Okul formasıyla kemik testi, sonra cezaevi – Pınar Öğünç

  • Arşiv
  • |
  • Kürt Sorunu / Azınlıklar
  • |
  • 16 Kasım 2012
  • 05:39

Artık Pozantı deyince önce bir ilçe gelmiyor aklımıza. Pozantı Cezaevi’nde cinsel şiddete maruz kalan o çocuklar, üzerine daha ne beter cezalar çektiler yetişkinler yüzünden. Başlarına gelenleri büyük bir cesaretle anlattıkları gazetecilerin hepsi de cezaevinde. Bir kara delik böyle tamamlanıyor.

O çocuklardan ikisi Mersin E tipi Kapalı Cezaevi’nde çocuk koğuşunda şu anda. Yetişkinler cezaevinde, çocuklar için ayrılmış bir oda. İşte o koğuştaki yedi kişiye birkaç gün evvel önce bir lise öğrencisi katıldı; sekiz ettiler. Her şeyin ortasında hikâyesi çok kolay eriyip gidecek, 14 yaşında bir çocuk.

10 Kasım günü okula gelen polis tarafından gözaltına alınarak tutuklandı. Kendisi de emekli öğretmen olan İnsan Hakları Derneği (İHD) Mersin Şubesi’nden Temim Salmanoğlu, yönetmelikler uyarınca polisin okula bu şekilde giremeyeceğini, yanlarında okul idaresinden bir kişi ve rehber öğretmenin bulunması gerektiğini söylüyor. Çocuk, polis tarafından okul koridorundan alınıp götürülüyor. Tutanak falan yok.

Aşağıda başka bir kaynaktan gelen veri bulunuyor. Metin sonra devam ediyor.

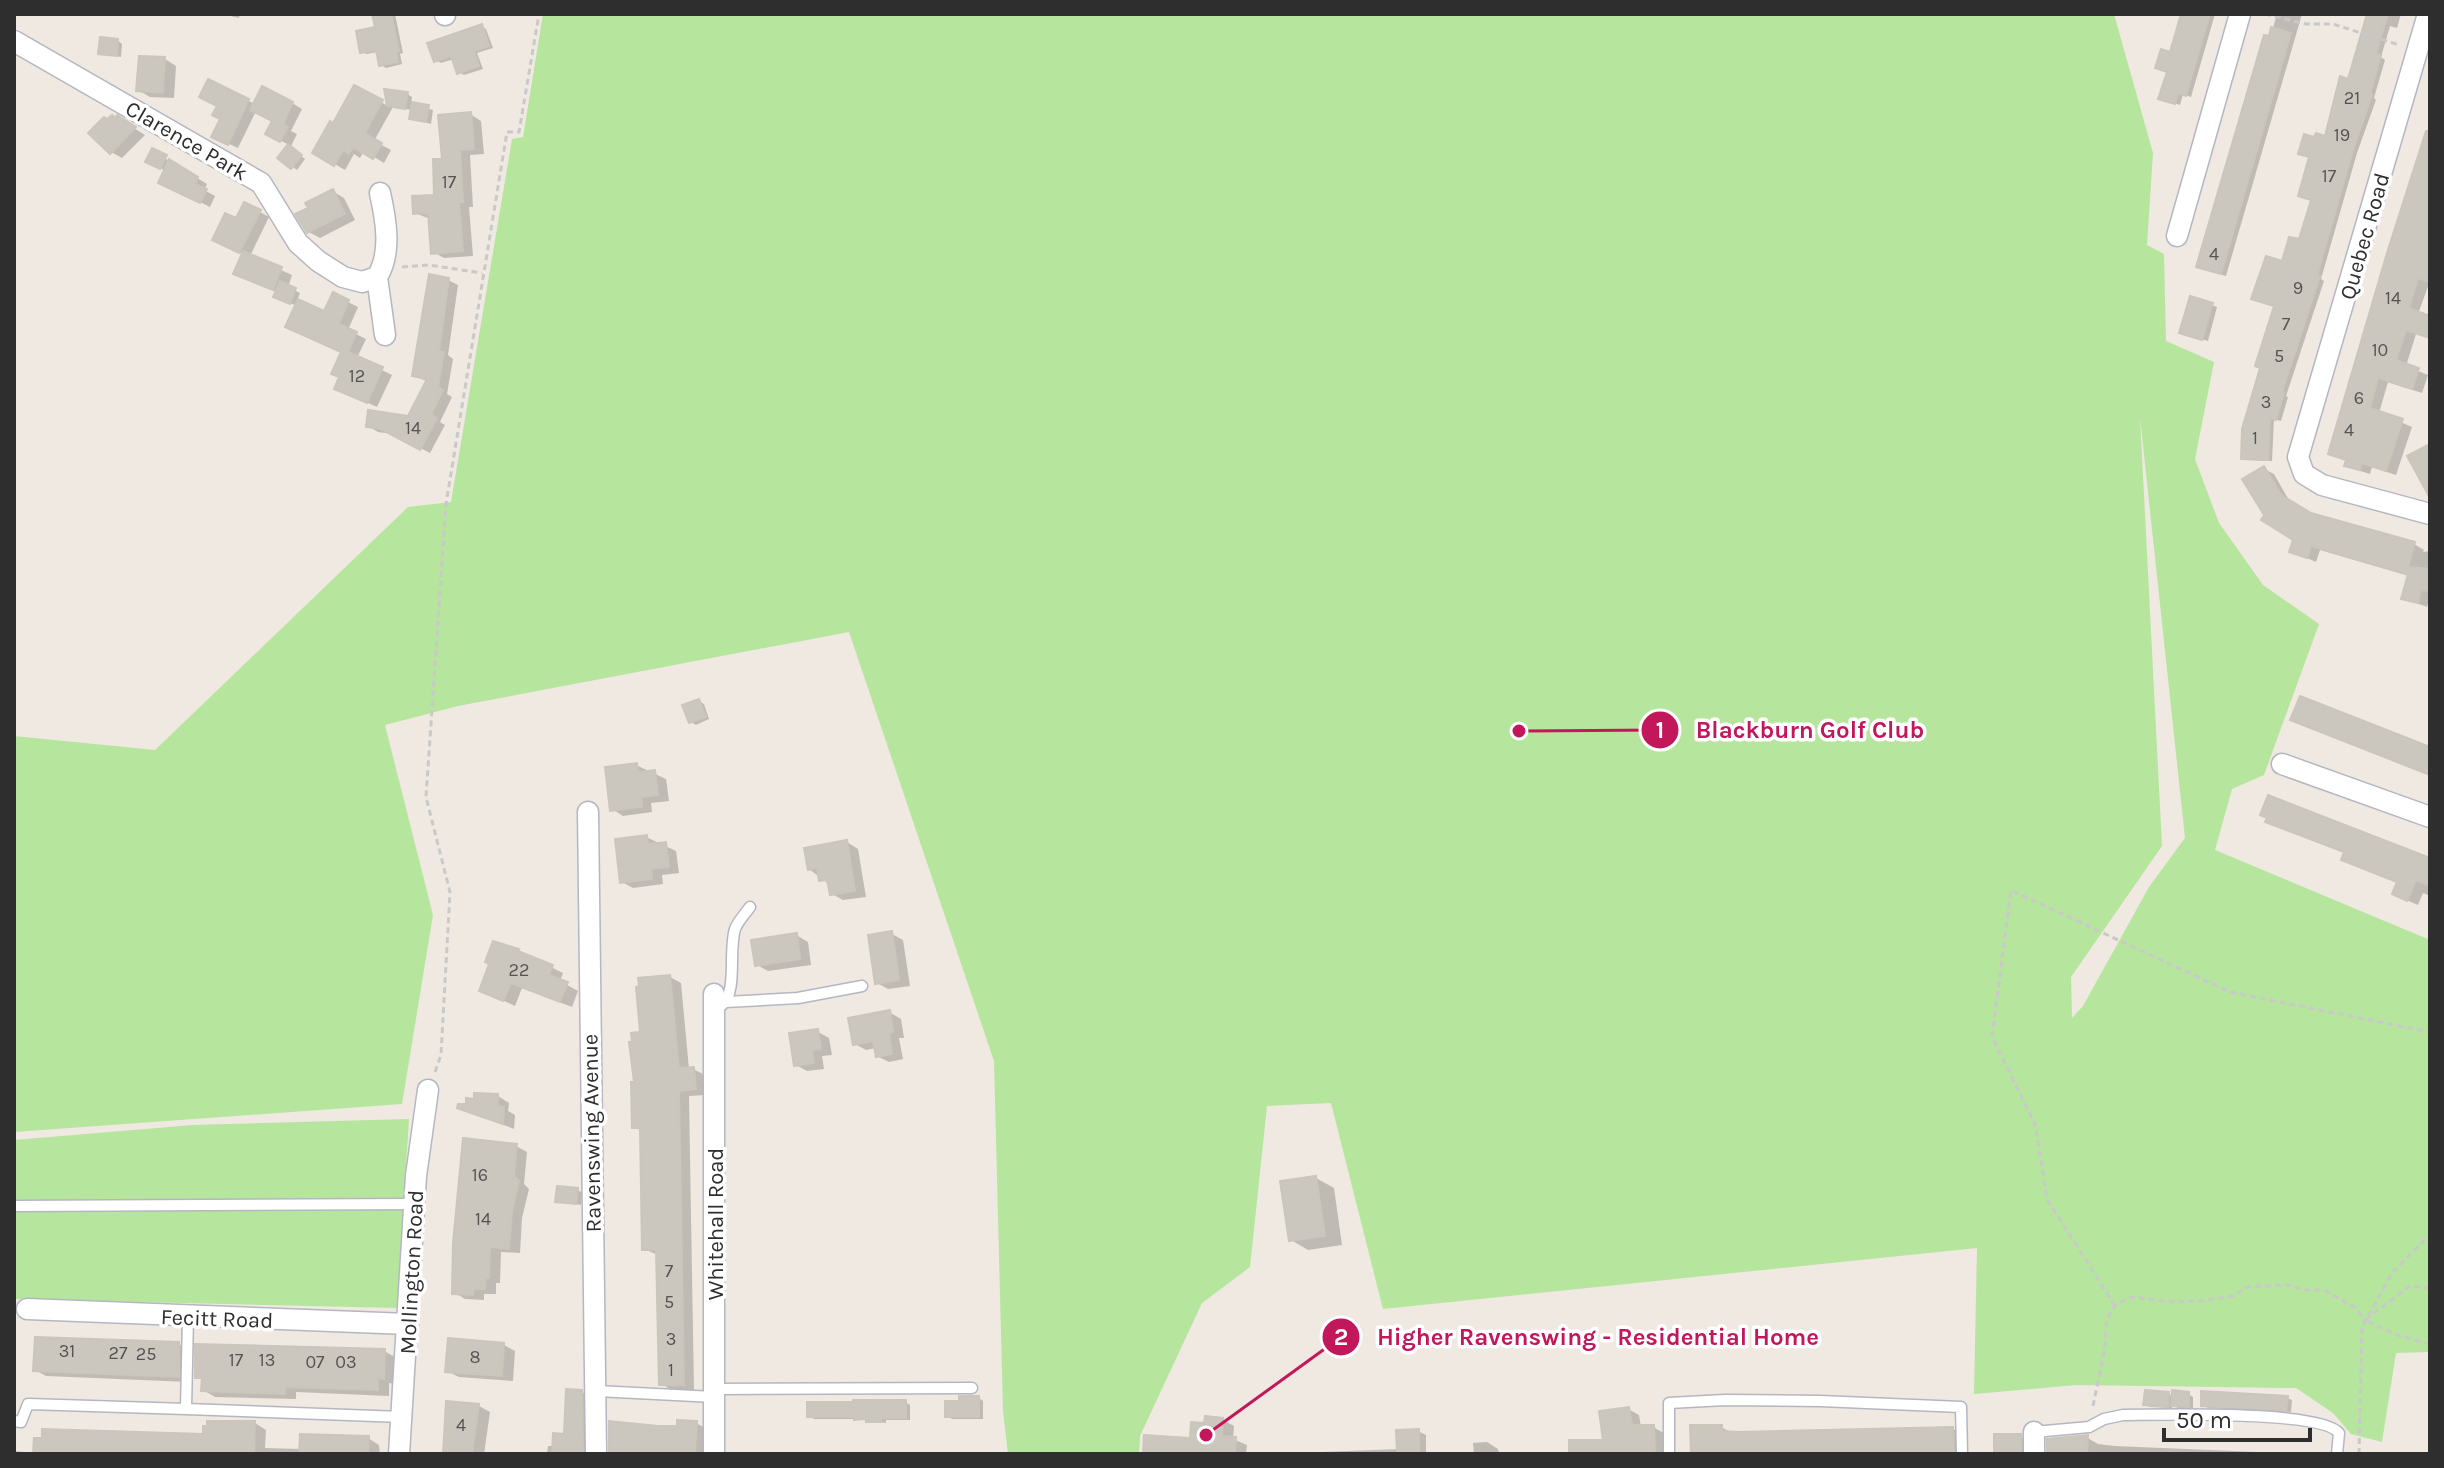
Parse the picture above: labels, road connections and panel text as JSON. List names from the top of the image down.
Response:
{
  "streets": {
    "street": [
      "Clarence Park",
      "Quebec Road",
      "Ravenswing Avenue",
      "Whitehall Road",
      "Mollington Road",
      "Fecitt Road"
    ]
  },
  "crossings": [
    ["Mollington Road", "Fecitt Road"]
  ],
  "places": ["Blackburn Golf Club", "Higher Ravenswing - Residential Home"],
  "house_numbers": [
    "21",
    "19",
    "17",
    "17",
    "4",
    "9",
    "14",
    "7",
    "10",
    "5",
    "12",
    "6",
    "3",
    "14",
    "4",
    "1",
    "22",
    "16",
    "14",
    "7",
    "5",
    "3",
    "31",
    "27",
    "25",
    "8",
    "17",
    "13",
    "07",
    "03",
    "1",
    "4"
  ],
  "scale_bar": "50 m"
}
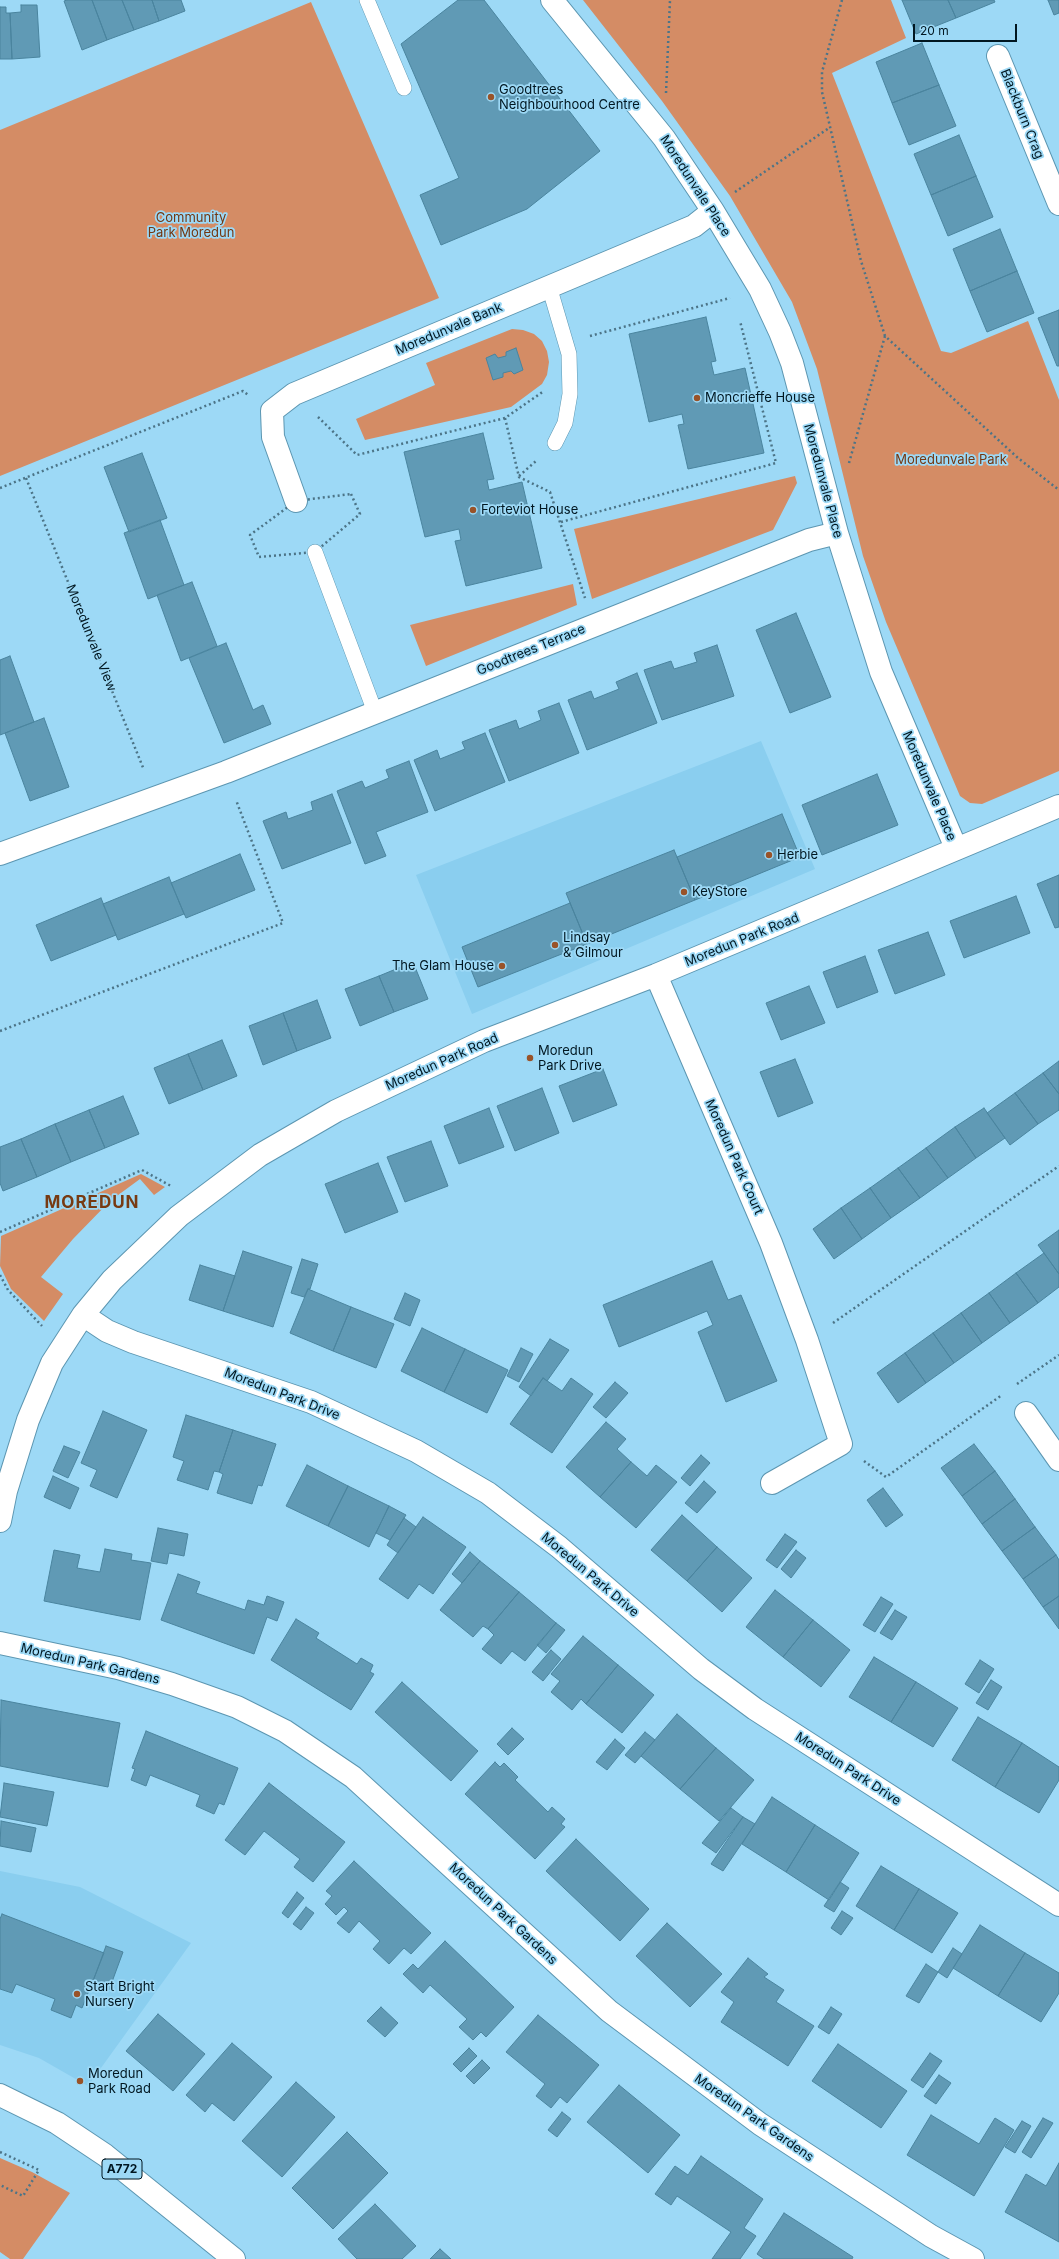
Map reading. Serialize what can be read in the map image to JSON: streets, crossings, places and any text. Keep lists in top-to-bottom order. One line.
{"streets":{"street":["Blackburn Crag","Moredunvale Place","Moredunvale Bank","Goodtrees Terrace","Moredun Park Road","Moredun Park Court","Moredun Park Drive","Moredun Park Gardens","A772"],"path":["Moredunvale View"]},"crossings":[["Moredunvale Place","Moredunvale Bank"],["Moredunvale Place","Goodtrees Terrace"],["Moredunvale Place","Moredun Park Road"],["Moredunvale View","Goodtrees Terrace"],["Moredun Park Road","Moredun Park Court"],["Moredun Park Road","Moredun Park Drive"]],"districts":["MOREDUN"],"parks":["Community Park Moredun","Moredunvale Park"],"places":["Goodtrees Neighbourhood Centre","Moncrieffe House","Forteviot House","Herbie","KeyStore","Lindsay & Gilmour","The Glam House","Moredun Park Drive","Start Bright Nursery","Moredun Park Road"],"scale_bar":"20 m"}
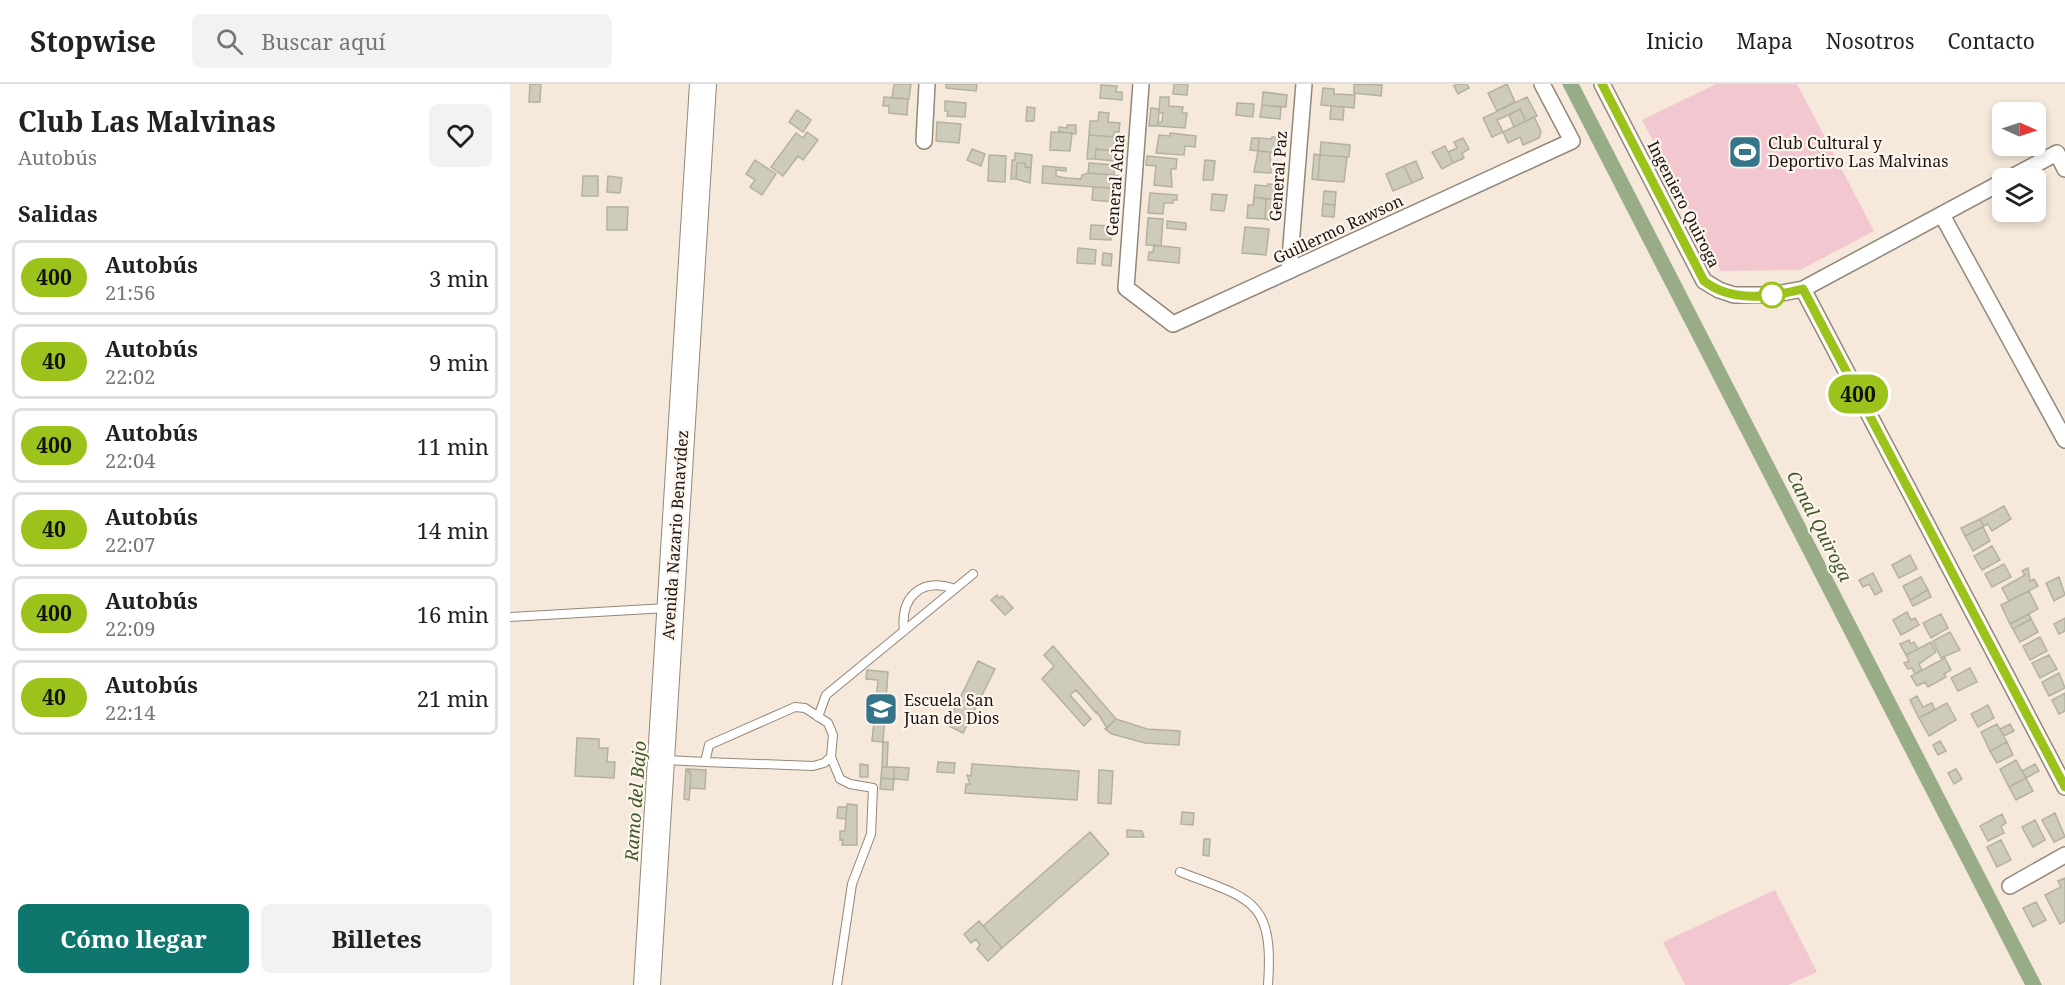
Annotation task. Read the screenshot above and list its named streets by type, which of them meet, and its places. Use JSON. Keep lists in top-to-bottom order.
{
  "streets": {
    "main road": ["Avenida Nazario Benavídez"],
    "street": [
      "General Paz",
      "General Acha",
      "Ingeniero Quiroga",
      "Guillermo Rawson"
    ]
  },
  "crossings": [
    ["General Paz", "Guillermo Rawson"],
    ["General Acha", "Guillermo Rawson"]
  ],
  "water": ["Canal Quiroga", "Ramo del Bajo"],
  "places": {
    "sports": ["Club Cultural y Deportivo Las Malvinas"],
    "school or university": ["Escuela San Juan de Dios"]
  },
  "lines": ["bus line 400"],
  "north": "right",
  "page": {
    "header": "Stopwise",
    "search": "Buscar aquí",
    "nav": [
      "Inicio",
      "Mapa",
      "Nosotros",
      "Contacto"
    ],
    "heading": [
      ["Club Las Malvinas", "Autobús"],
      "Salidas"
    ],
    "on_map": "400",
    "list": [
      {
        "mark": "400",
        "name": "Autobús",
        "note": "21:56",
        "value": "3 min"
      },
      {
        "mark": "40",
        "name": "Autobús",
        "note": "22:02",
        "value": "9 min"
      },
      {
        "mark": "400",
        "name": "Autobús",
        "note": "22:04",
        "value": "11 min"
      },
      {
        "mark": "40",
        "name": "Autobús",
        "note": "22:07",
        "value": "14 min"
      },
      {
        "mark": "400",
        "name": "Autobús",
        "note": "22:09",
        "value": "16 min"
      },
      {
        "mark": "40",
        "name": "Autobús",
        "note": "22:14",
        "value": "21 min"
      }
    ],
    "buttons": ["Cómo llegar", "Billetes"]
  }
}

Savcılığın iki kez Mersin Devlet Hastanesi’ne yolladığını biliyoruz. Neden? Kemik yaşı ölçülsün, 14’ten büyük çıksın ki tutuklanabilsin. Bu yazı yazılırken ikinci raporun sonucu bekleniyordu. Babası çocuğunu nüfusa geç yazdırmadığını anlatmaya çalışıyor. Niye ikincisi istendi? Olmadı üçüncü rapor istenir…

Okuldan alındığı için üzerinde okul formasının olduğunu biliyoruz. Polis aileden kendi kıyafetlerini getirmesini istiyor. Aile, ünformasında olası bir darp, işkence izinin gizlenmesinden endişe ederek kıyafet getirmeyeceğini söylüyor. Polis 14 yaşında bir çocuğa uygun kıyafetleri kendisi buluyor. Cezaevinde oğluyla görüşen baba neyse ki sağlığının iyi olduğunu, fiziksel şiddet görmediğini söylüyor. İHD yöneticilerinin bu kıyafet meselesiyle ilgili iyimser yorumu da düşündürücü aslında… Belki de polis cezaevinde, mahkemede okul formalı bir çocuk dolaşsın istemiyor. Belki sadece bu görüntüye katlanamıyorlar.

‘Senin kod adın ne?’

Bütün bunların ortasında çocuğun sabıka kaydının hiçbir önemi yok ama merak ediyorsanız daha önce hiç tutuklanmamış. Bir kez, iki saat gözaltına alınmışlığı var, mahkemeye çıkmadan bırakmışlar. Babası hiçbir eyleme katılmadığında da iddialı.

Çocuğun cezaevinde görüştüğü babasına şunu anlattığını biliyoruz. Polis gelmezden evvel bir müdür muavini kenara çekiyor. “Senin kod adın ne?” diye soruyor, “Yok benim kod adım” diyor çocuk sadece.

Mersin gibi toplumsal protesto eylemlerinin sık yaşandığı, çocuk tutuklularla çok sık haşir neşir olan İHD ekibini bile şaşırtan detaylar var aslında. Şimdiye kadar doğrudan okuldan alınan sadece bir çocuk biliyorlar. Onda da çocuğun o şekilde gözaltına alınmasına engel olan Eğitim-Sen’li öğretmeni hakkında soruşturma açılıyor. Ama Temim Salmanoğlu’nun hatırladığı tek bir hadise var işte. Keza Salmanoğlu bu kemik yaşını test ederek yaş büyütme gayretini de ilginç bulduğunu söylüyor. Gözaltına alınan çocuklarla ilgili yüzlerce başvurunun yapıldığı İHD’nin Mersin Şubesi’nde böyle bir vakaya da daha önce şahit olmamışlar. Yoksa yaş büyütülerek neler yapıldığını biliyoruz bu ülkede.

Bunca şeyin arasında görünmüyor ama bir çocuğun (daha) hayatı, geri dönülmez biçimde değişmek üzere.